◆ **What is required**: For the records below, tally the lines that contain "symbols" and give only that number.

◆ **Exercise materials**:

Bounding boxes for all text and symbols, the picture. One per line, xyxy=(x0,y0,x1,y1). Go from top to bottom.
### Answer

---

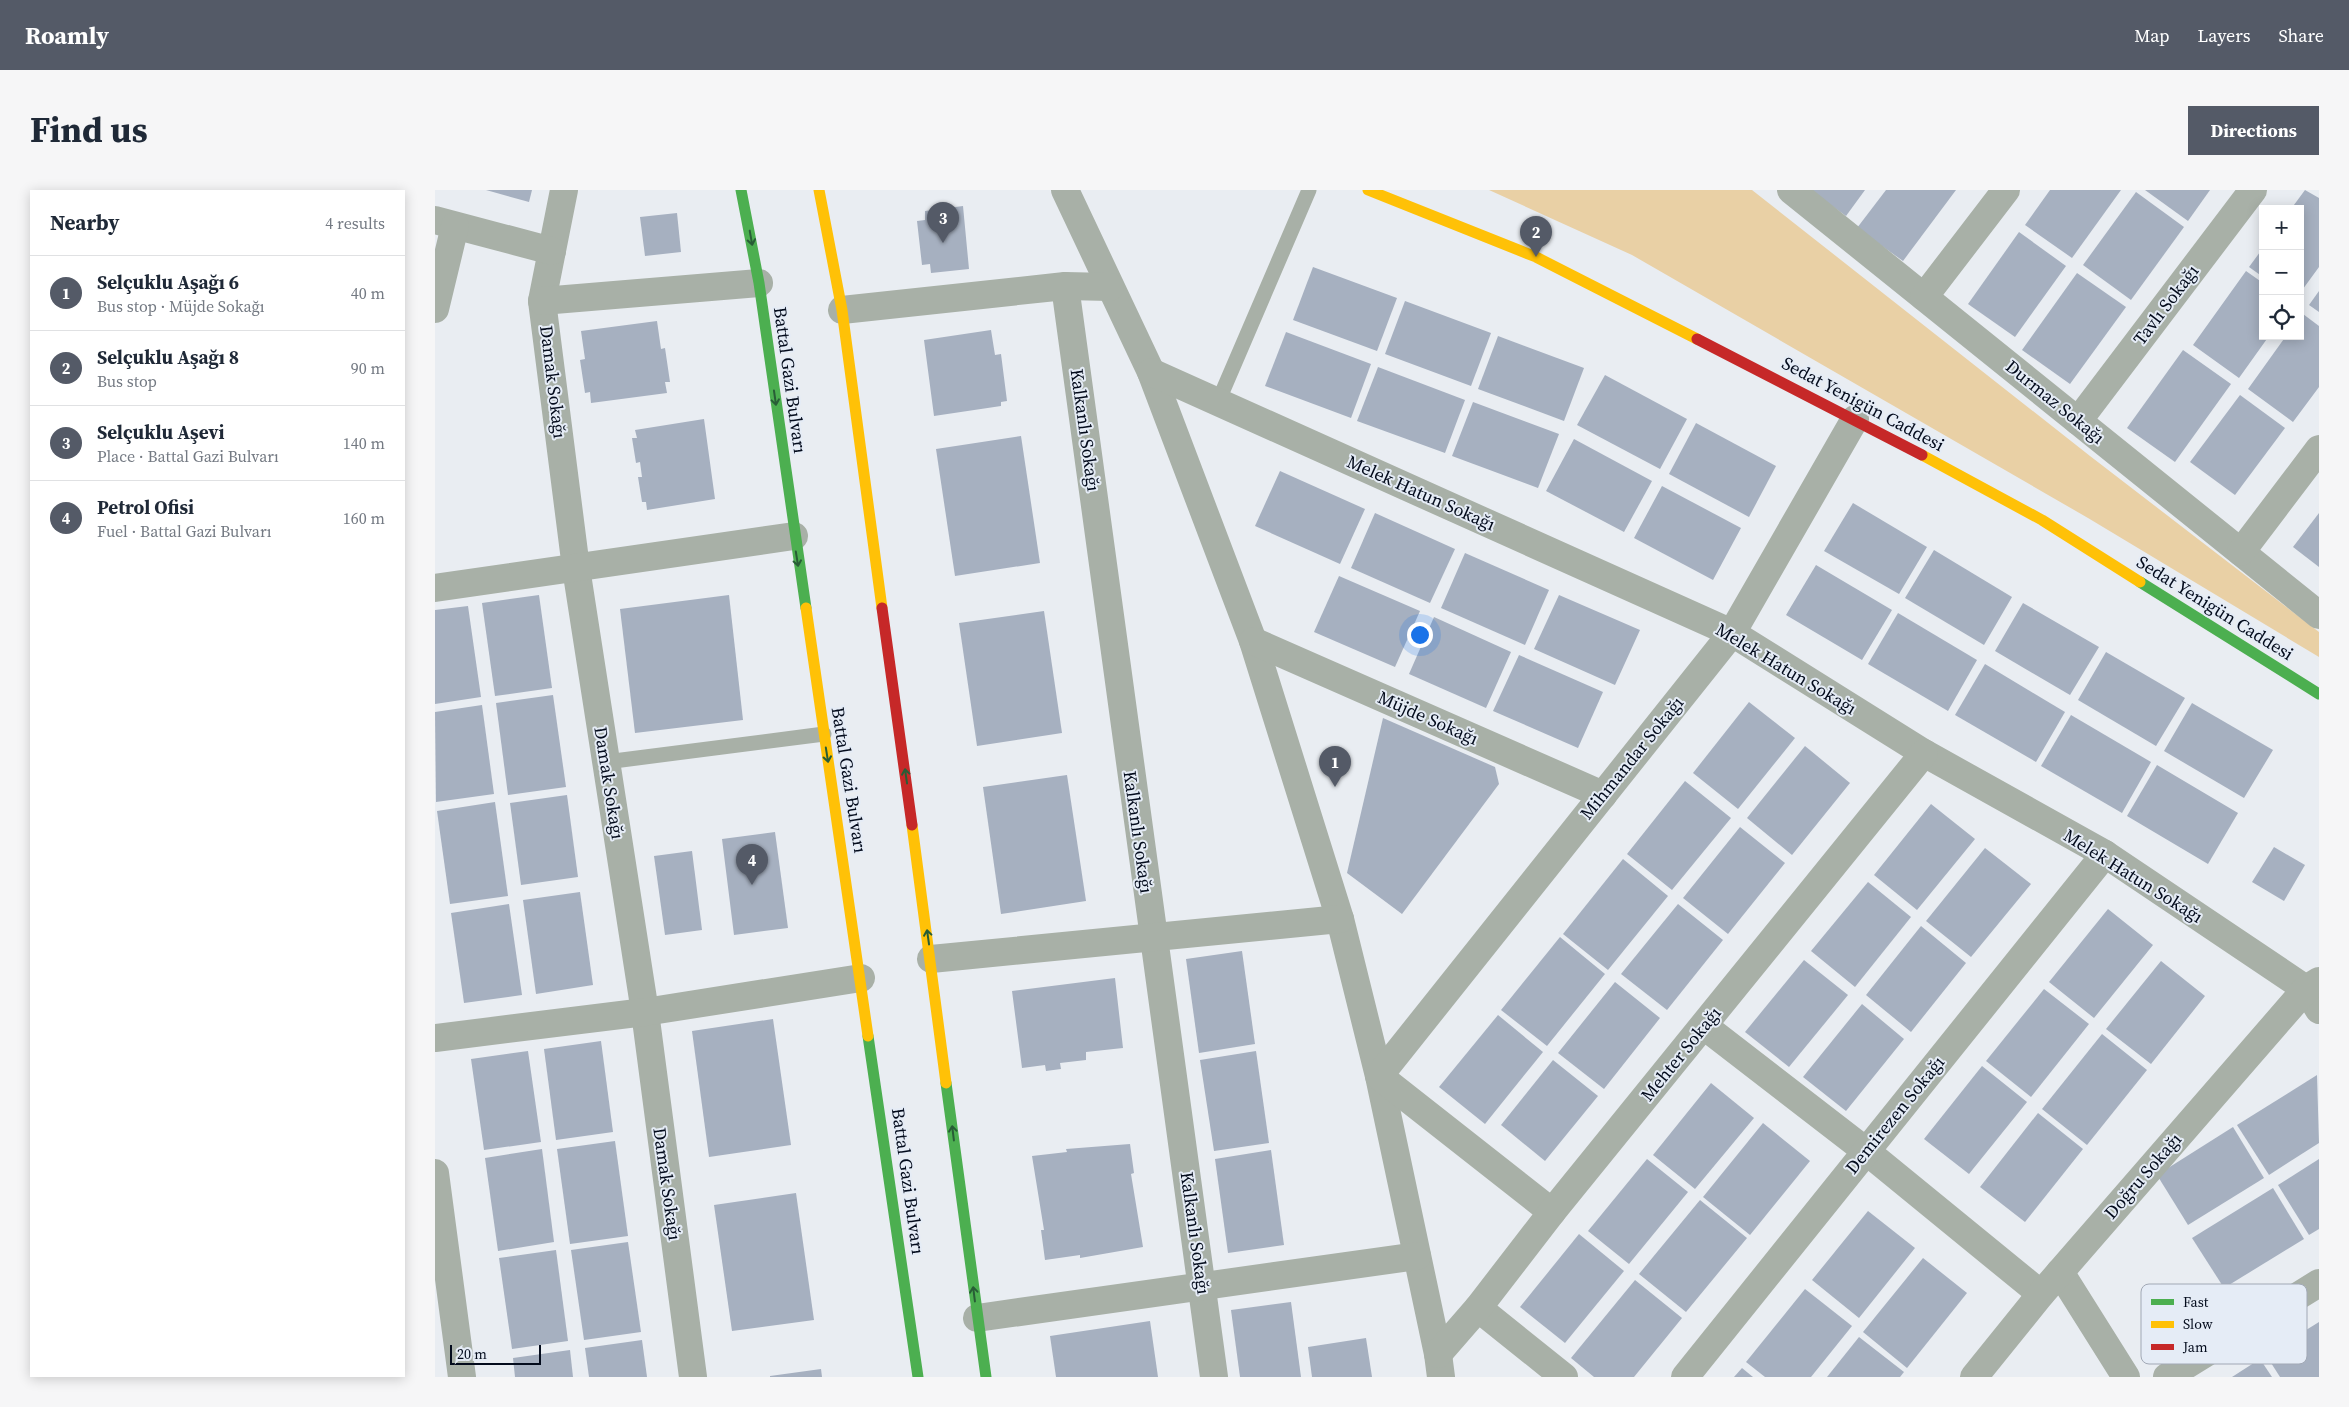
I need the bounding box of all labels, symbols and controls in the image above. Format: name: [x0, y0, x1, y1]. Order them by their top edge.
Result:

◆ **Answer box**: 2